## Task item
Begin with the line containing "I am building" and end with the last line of the data below; return those lines exactly, and only those.

################

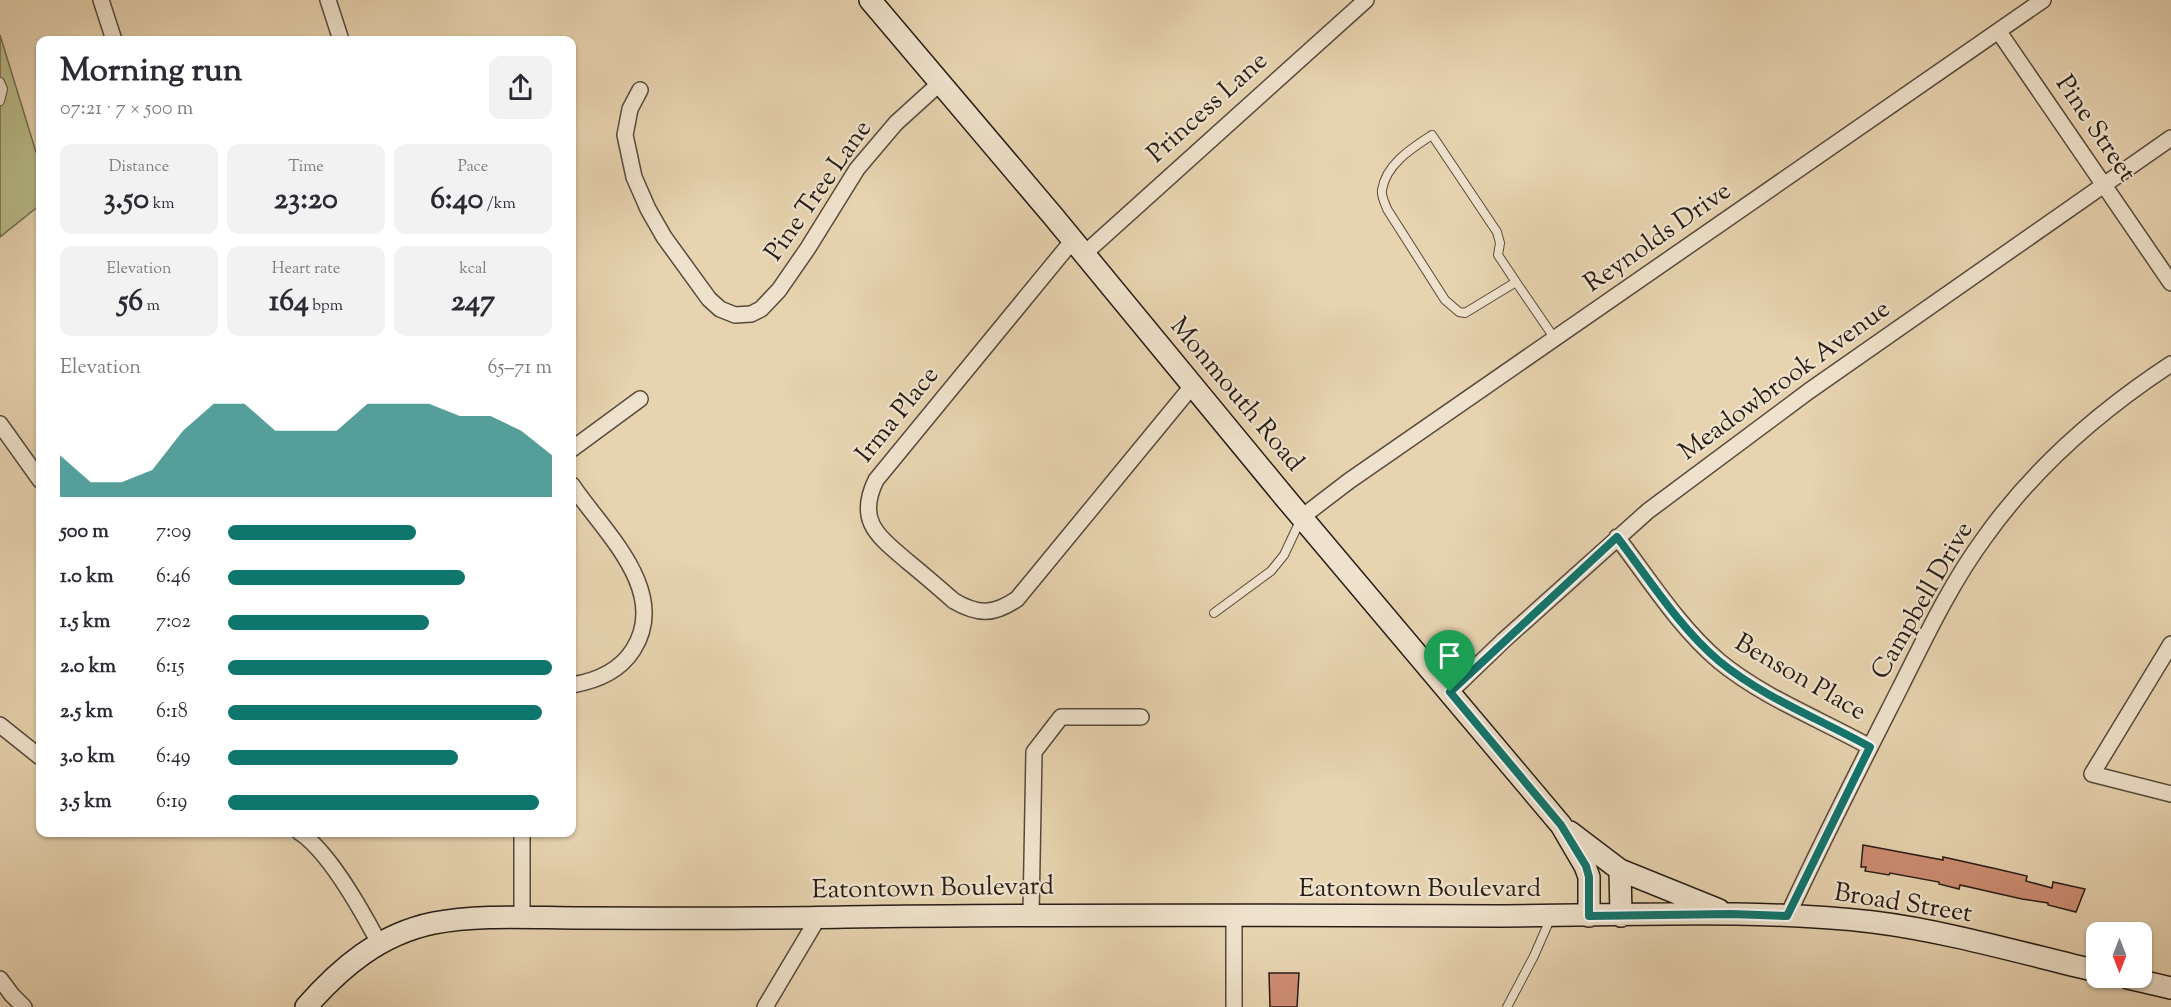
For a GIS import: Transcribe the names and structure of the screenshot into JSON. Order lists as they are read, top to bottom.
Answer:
{
  "streets": {
    "main road": ["Monmouth Road", "Eatontown Boulevard", "Broad Street"],
    "street": [
      "Princess Lane",
      "Pine Street",
      "Pine Tree Lane",
      "Reynolds Drive",
      "Meadowbrook Avenue",
      "Irma Place",
      "Campbell Drive",
      "Benson Place"
    ]
  },
  "crossings": [
    ["Princess Lane", "Monmouth Road"],
    ["Princess Lane", "Irma Place"],
    ["Pine Street", "Reynolds Drive"],
    ["Pine Street", "Meadowbrook Avenue"],
    ["Pine Tree Lane", "Monmouth Road"],
    ["Reynolds Drive", "Monmouth Road"],
    ["Meadowbrook Avenue", "Monmouth Road"],
    ["Meadowbrook Avenue", "Benson Place"],
    ["Monmouth Road", "Irma Place"],
    ["Monmouth Road", "Eatontown Boulevard"],
    ["Monmouth Road", "Broad Street"],
    ["Campbell Drive", "Benson Place"],
    ["Campbell Drive", "Broad Street"],
    ["Eatontown Boulevard", "Broad Street"]
  ],
  "north": "bottom",
  "page": {
    "heading": ["Morning run", "07:21 · 7 × 500 m"],
    "stats": [
      ["Distance", "3.50 km"],
      ["Time", "23:20"],
      ["Pace", "6:40 /km"],
      ["Elevation", "56 m"],
      ["Heart rate", "164 bpm"],
      ["kcal", "247"]
    ],
    "chart": ["Elevation", "65–71 m"],
    "list": [
      {
        "name": "500 m",
        "note": "7:09"
      },
      {
        "name": "1.0 km",
        "note": "6:46"
      },
      {
        "name": "1.5 km",
        "note": "7:02"
      },
      {
        "name": "2.0 km",
        "note": "6:15"
      },
      {
        "name": "2.5 km",
        "note": "6:18"
      },
      {
        "name": "3.0 km",
        "note": "6:49"
      },
      {
        "name": "3.5 km",
        "note": "6:19"
      }
    ]
  }
}
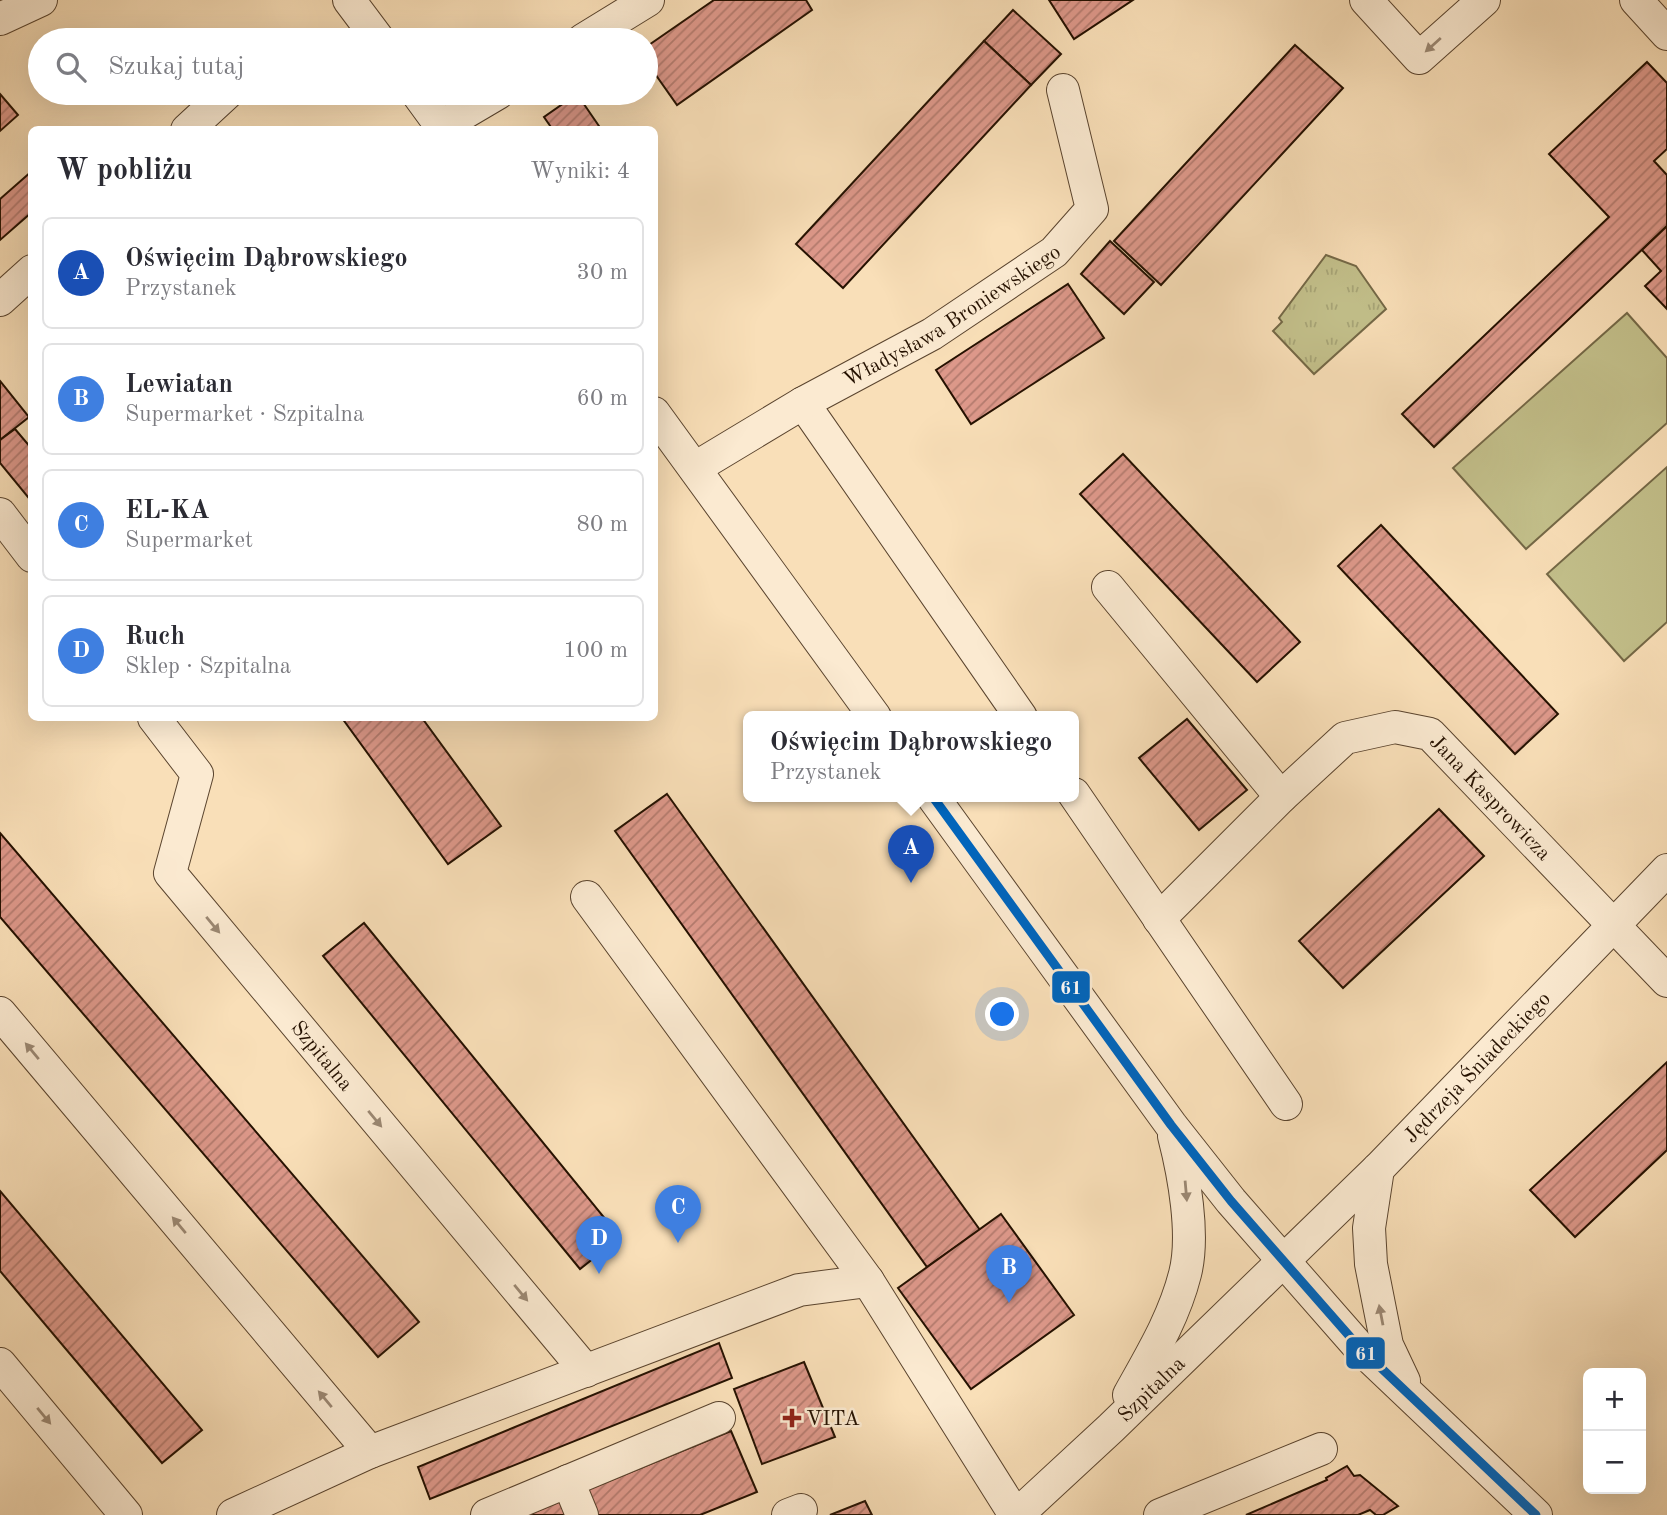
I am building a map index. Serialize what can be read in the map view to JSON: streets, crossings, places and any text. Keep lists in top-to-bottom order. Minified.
{"streets":{"street":["Władysława Broniewskiego","Jana Kasprowicza","Szpitalna","Jędrzeja Śniadeckiego"]},"crossings":[["Jana Kasprowicza","Jędrzeja Śniadeckiego"],["Szpitalna","Jędrzeja Śniadeckiego"]],"places":{"health":["VITA"]},"lines":["transit line 61"],"page":{"search":"Szukaj tutaj","heading":["W pobliżu","Wyniki: 4"],"list":[{"mark":"A","name":"Oświęcim Dąbrowskiego","note":"Przystanek","value":"30 m"},{"mark":"B","name":"Lewiatan","note":"Supermarket · Szpitalna","value":"60 m"},{"mark":"C","name":"EL-KA","note":"Supermarket","value":"80 m"},{"mark":"D","name":"Ruch","note":"Sklep · Szpitalna","value":"100 m"}],"popup":["Oświęcim Dąbrowskiego","Przystanek"],"pins":["A","C","D","B"],"map_buttons":["+","−"]}}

################

## Exercise answer
I am building a map index. Serialize what can be read in the map view to JSON: streets, crossings, places and any text. Keep lists in top-to-bottom order. Minified.
{"streets":{"street":["Władysława Broniewskiego","Jana Kasprowicza","Szpitalna","Jędrzeja Śniadeckiego"]},"crossings":[["Jana Kasprowicza","Jędrzeja Śniadeckiego"],["Szpitalna","Jędrzeja Śniadeckiego"]],"places":{"health":["VITA"]},"lines":["transit line 61"],"page":{"search":"Szukaj tutaj","heading":["W pobliżu","Wyniki: 4"],"list":[{"mark":"A","name":"Oświęcim Dąbrowskiego","note":"Przystanek","value":"30 m"},{"mark":"B","name":"Lewiatan","note":"Supermarket · Szpitalna","value":"60 m"},{"mark":"C","name":"EL-KA","note":"Supermarket","value":"80 m"},{"mark":"D","name":"Ruch","note":"Sklep · Szpitalna","value":"100 m"}],"popup":["Oświęcim Dąbrowskiego","Przystanek"],"pins":["A","C","D","B"],"map_buttons":["+","−"]}}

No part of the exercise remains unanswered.